Album Reviews

Daz - So So Gangsta

Friday, September 29, 2006 | Author: William E. Ketchum III

While the name of So So Def's newest signee has had multiple variations—Daz, Daz Dillinger, Dat Nigga Daz—his credo hasn't. Ever since his days with the historic Death Row Records and the Snoop Dogg-headed Dogg Pound crew, Daz has laced the same bassline-heavy beats and spewed the same West Coast gangsta flows that he helped originate. So, understandably, Daz's alignment with Jermaine Dupri's notably crossover-friendly So So Def Recordings had a few fans of the West Coast legend raising their eyebrows. But with his So So Def debut, So So Gangsta, Daz maintains his place in the West Coast gangsta scene while gaining new ground.

It's clear from the opening bars of “Thang On My Hip” that Daz hasn't lost a step in his California strut. “We can do whatever, nigga I been around...I rose from the underground,” a hungry Daz spews over an ominous No I.D. production. Daz is still gangsta, and he's still quick with the tongue. “Dangerous,” “Rat A Tat Tat” and “Dat's Dat Nigga” feature Daz going for dolo, energetically spitting the hardcore rhymes he built his career on with equally tough soundscapes.

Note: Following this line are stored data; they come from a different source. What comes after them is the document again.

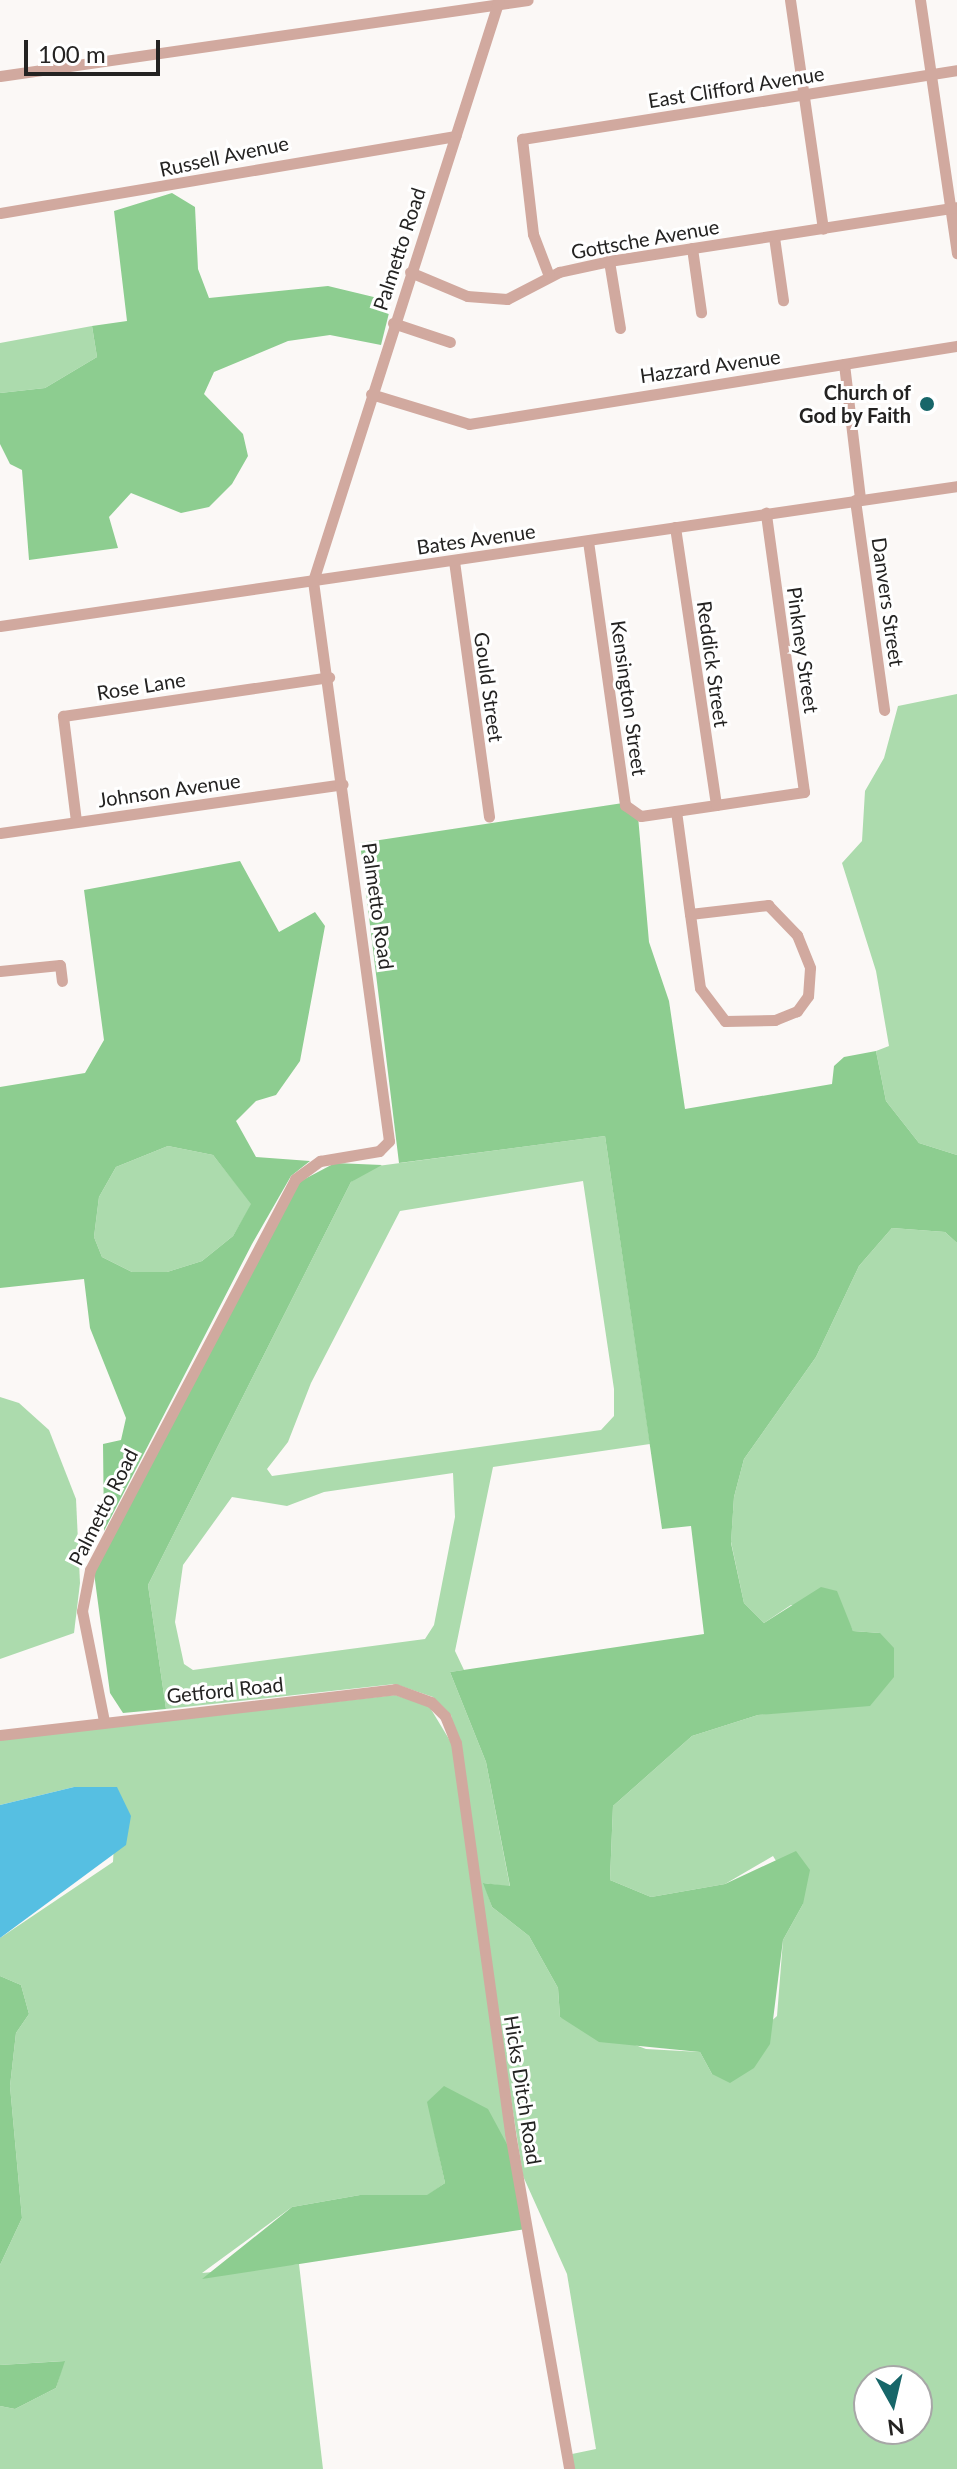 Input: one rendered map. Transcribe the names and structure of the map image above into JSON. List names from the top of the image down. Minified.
{"streets":{"street":["East Clifford Avenue","Russell Avenue","Gottsche Avenue","Palmetto Road","Hazzard Avenue","Bates Avenue","Danvers Street","Pinkney Street","Reddick Street","Rose Lane","Gould Street","Kensington Street","Johnson Avenue","Getford Road","Hicks Ditch Road"]},"crossings":[["East Clifford Avenue","Gottsche Avenue"],["Russell Avenue","Palmetto Road"],["Gottsche Avenue","Palmetto Road"],["Palmetto Road","Hazzard Avenue"],["Palmetto Road","Bates Avenue"],["Palmetto Road","Rose Lane"],["Palmetto Road","Johnson Avenue"],["Palmetto Road","Getford Road"],["Hazzard Avenue","Danvers Street"],["Bates Avenue","Danvers Street"],["Bates Avenue","Pinkney Street"],["Bates Avenue","Reddick Street"],["Bates Avenue","Gould Street"],["Bates Avenue","Kensington Street"],["Pinkney Street","Kensington Street"],["Reddick Street","Kensington Street"],["Rose Lane","Johnson Avenue"],["Getford Road","Hicks Ditch Road"]],"places":["Church of God by Faith"],"scale_bar":"100 m","north":"bottom"} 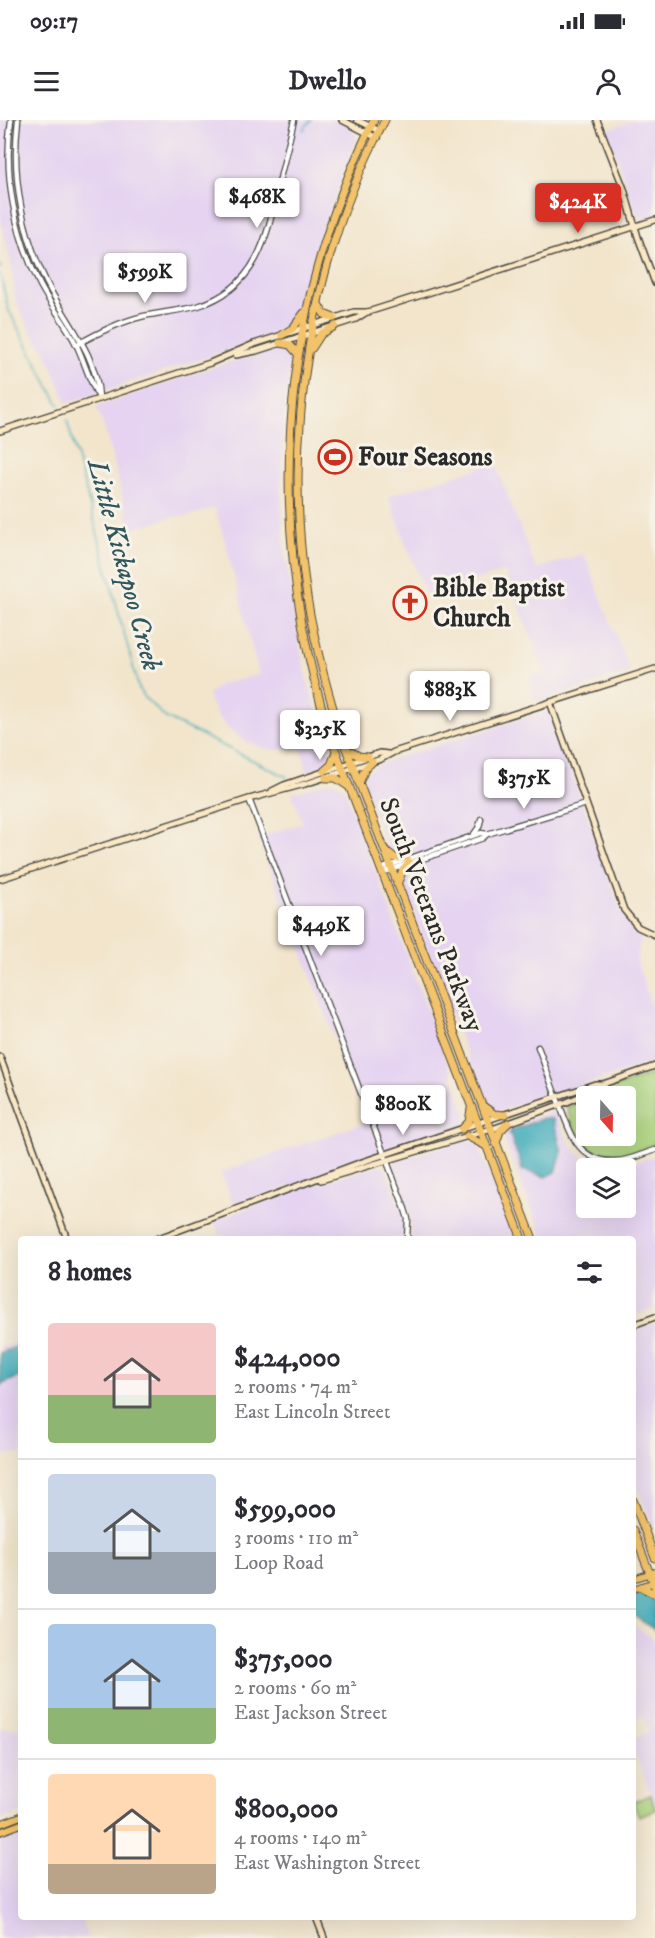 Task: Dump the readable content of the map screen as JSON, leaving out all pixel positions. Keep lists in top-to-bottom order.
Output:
{
  "streets": {
    "highway": ["South Veterans Parkway"]
  },
  "water": ["Little Kickapoo Creek"],
  "places": {
    "sports": ["Four Seasons"],
    "church": ["Bible Baptist Church"]
  },
  "north": "bottom",
  "page": {
    "status": "09:17",
    "header": "Dwello",
    "price": [
      "$468K",
      "$424K",
      "$599K",
      "$883K",
      "$325K",
      "$375K",
      "$449K",
      "$800K"
    ],
    "heading": "8 homes",
    "list": [
      {
        "name": "$424,000",
        "note": "2 rooms · 74 m² · East Lincoln Street"
      },
      {
        "name": "$599,000",
        "note": "3 rooms · 110 m² · Loop Road"
      },
      {
        "name": "$375,000",
        "note": "2 rooms · 60 m² · East Jackson Street"
      },
      {
        "name": "$800,000",
        "note": "4 rooms · 140 m² · East Washington Street"
      }
    ]
  }
} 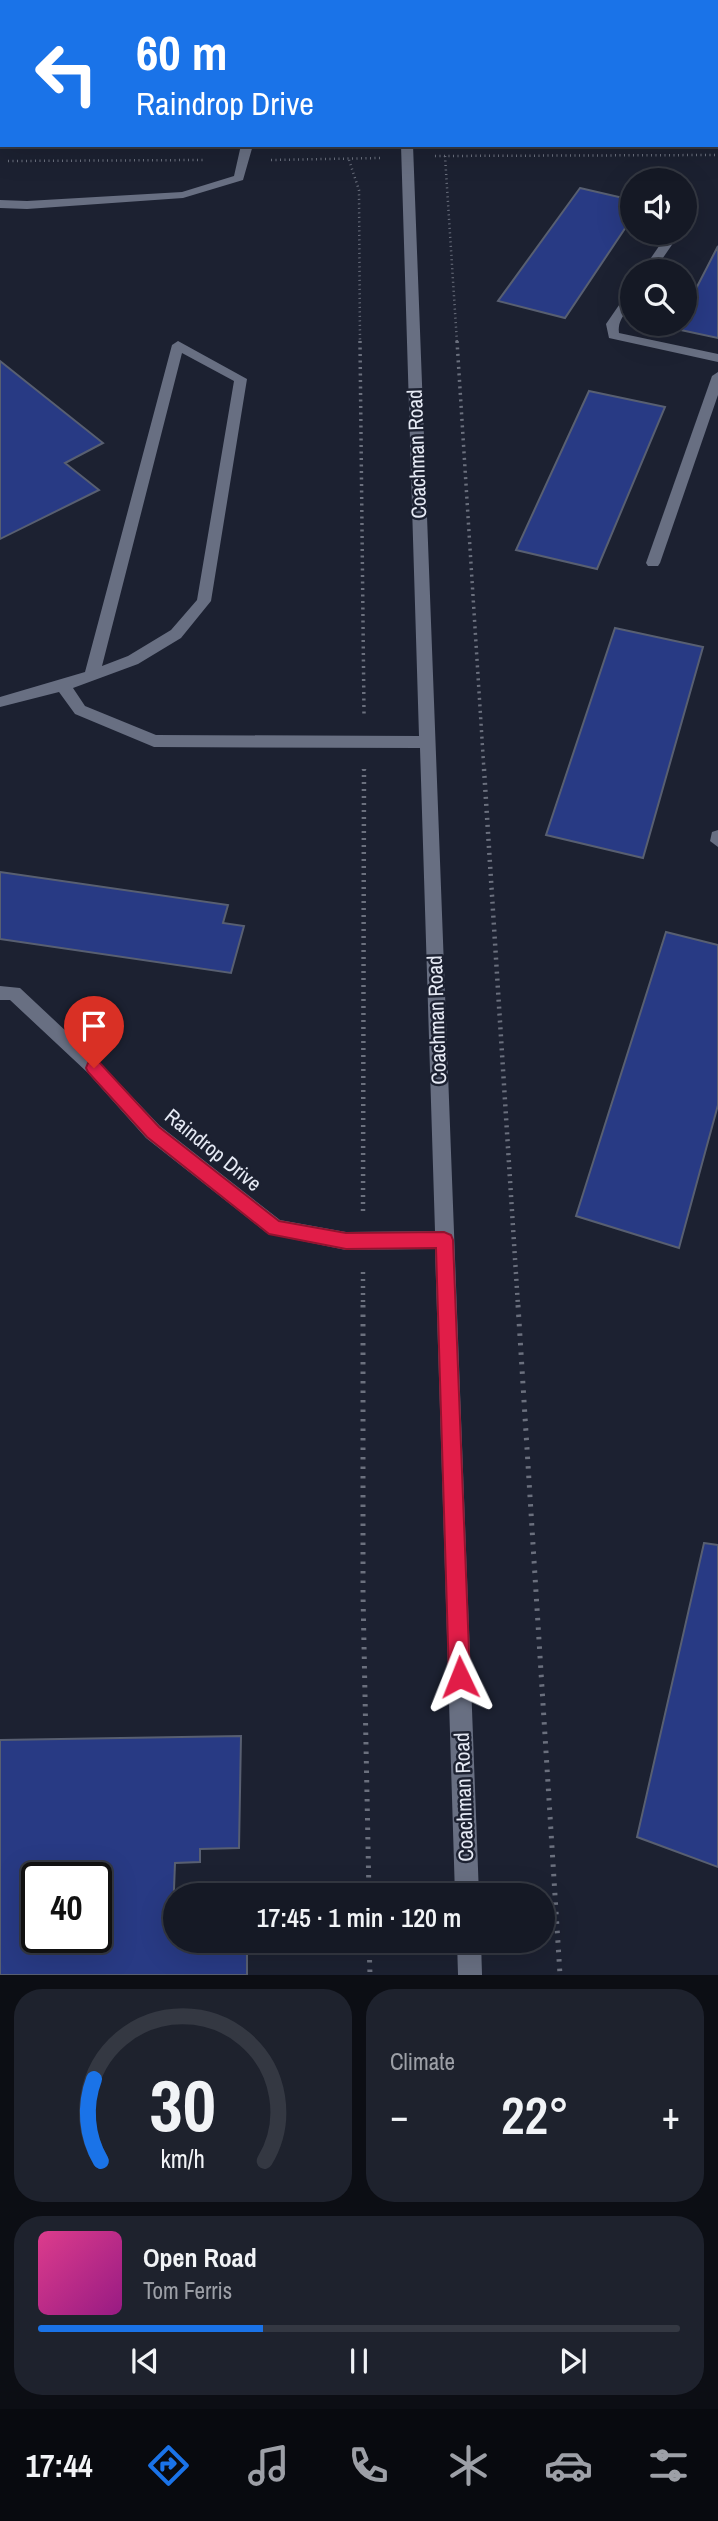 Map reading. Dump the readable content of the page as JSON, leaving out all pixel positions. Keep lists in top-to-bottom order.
{
  "streets": {
    "street": ["Coachman Road", "Raindrop Drive"]
  },
  "crossings": [
    ["Coachman Road", "Raindrop Drive"]
  ],
  "page": {
    "turn": ["60 m", "Raindrop Drive"],
    "limit": "40",
    "trip": "17:45 · 1 min · 120 m",
    "tile": "Climate",
    "heat": ["−", "22°", "+"],
    "song": ["Open Road", "Tom Ferris"],
    "tabs": "17:44",
    "gauge": ["30", "km/h"]
  }
} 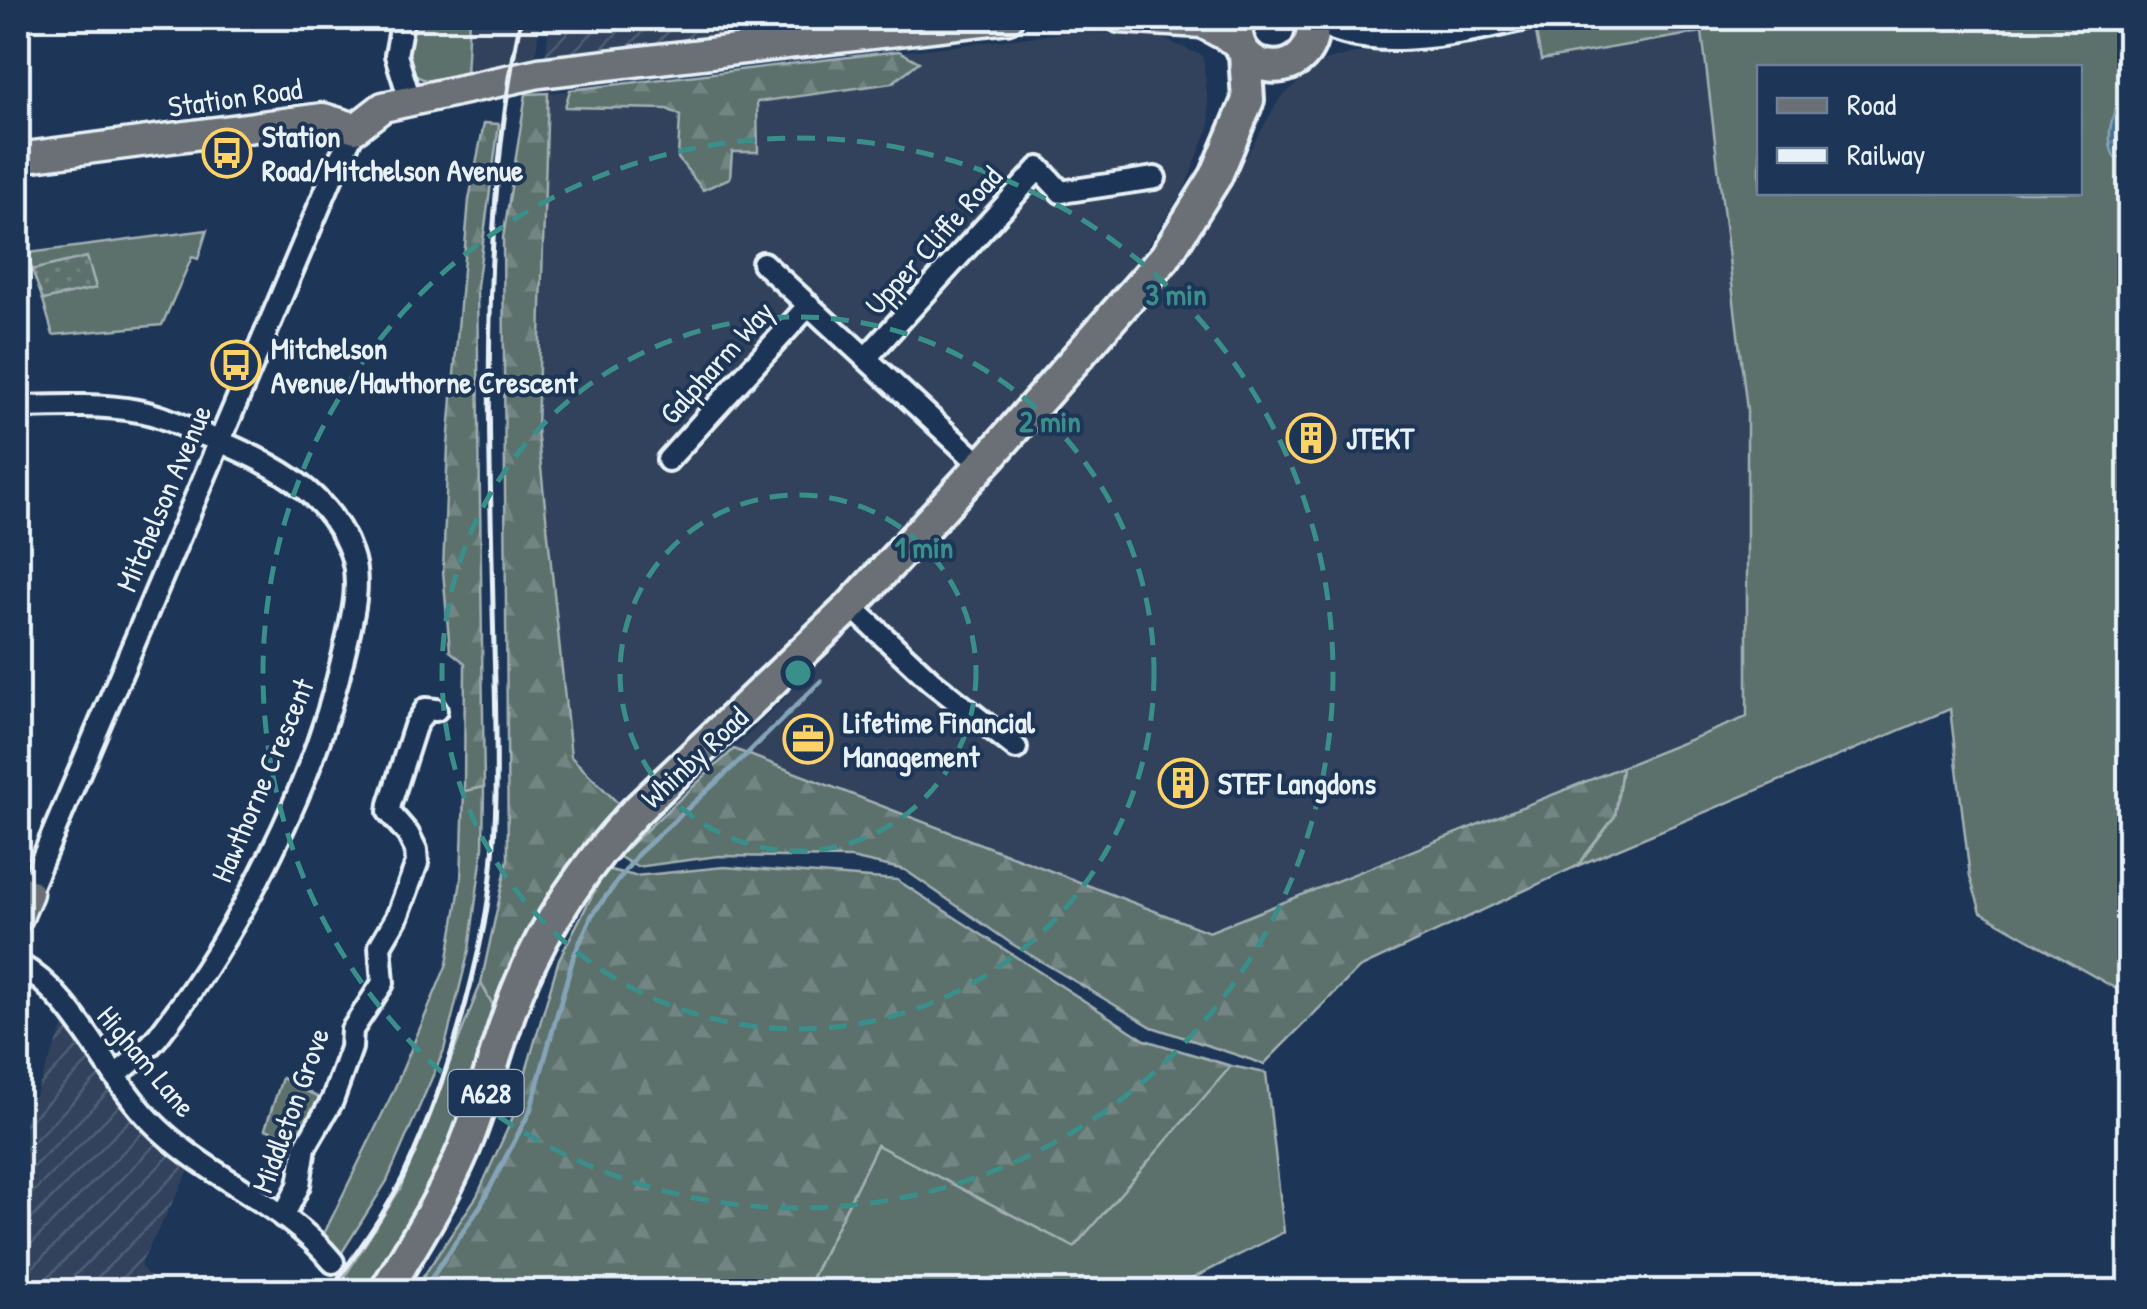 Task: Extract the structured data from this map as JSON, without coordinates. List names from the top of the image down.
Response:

It's also fun to see Daz working with old friends: both the “Money On My Mind” and “DPG Fo' Life” reunions with Kurupt and Snoop Dogg, respectively, steams of old school G-Funk, while Daz competes with Ice Cube for best verse honors on the hard as nails “Strizap.”

The pleasant surprises on So So Gangsta appear through Daz's surprisingly natural chemistry with Jermaine Dupri. In return for Daz substituting the gangsterisms for light-hearted rhymes every once in a while, the producer/mogul deftly navigates various collaborations with mainstream-friendly artists to perfection. Daz and pusher-turned-emcee Rick Ross trade bars over infectious flutes and trombones on “On Some Real,” while Dupri's sultry strings on “The One” flawlessly back Jagged Edge's vocals and Daz's surprisingly potent ode to ups and downs with a significant other. Along with more high-scale collaborations, Dupri also offers tantalizing backdrops on “All I Need” and “Weekend,” each of which Daz easily adapts to the situation and spits appropriate rhymes and game.

So So Gangsta isn't perfect; minute-plus long intros before many of the tracks get annoying (separate interludes would've worked fine), and while “Badder Than A Mutha” is a decent track, it doesn't live up to the rest of the LP. Still, So So Gangsta swiftly delivers the best of both worlds: satisfying doses of both JD's trademark So So Def production and Daz's signature gangsta flow.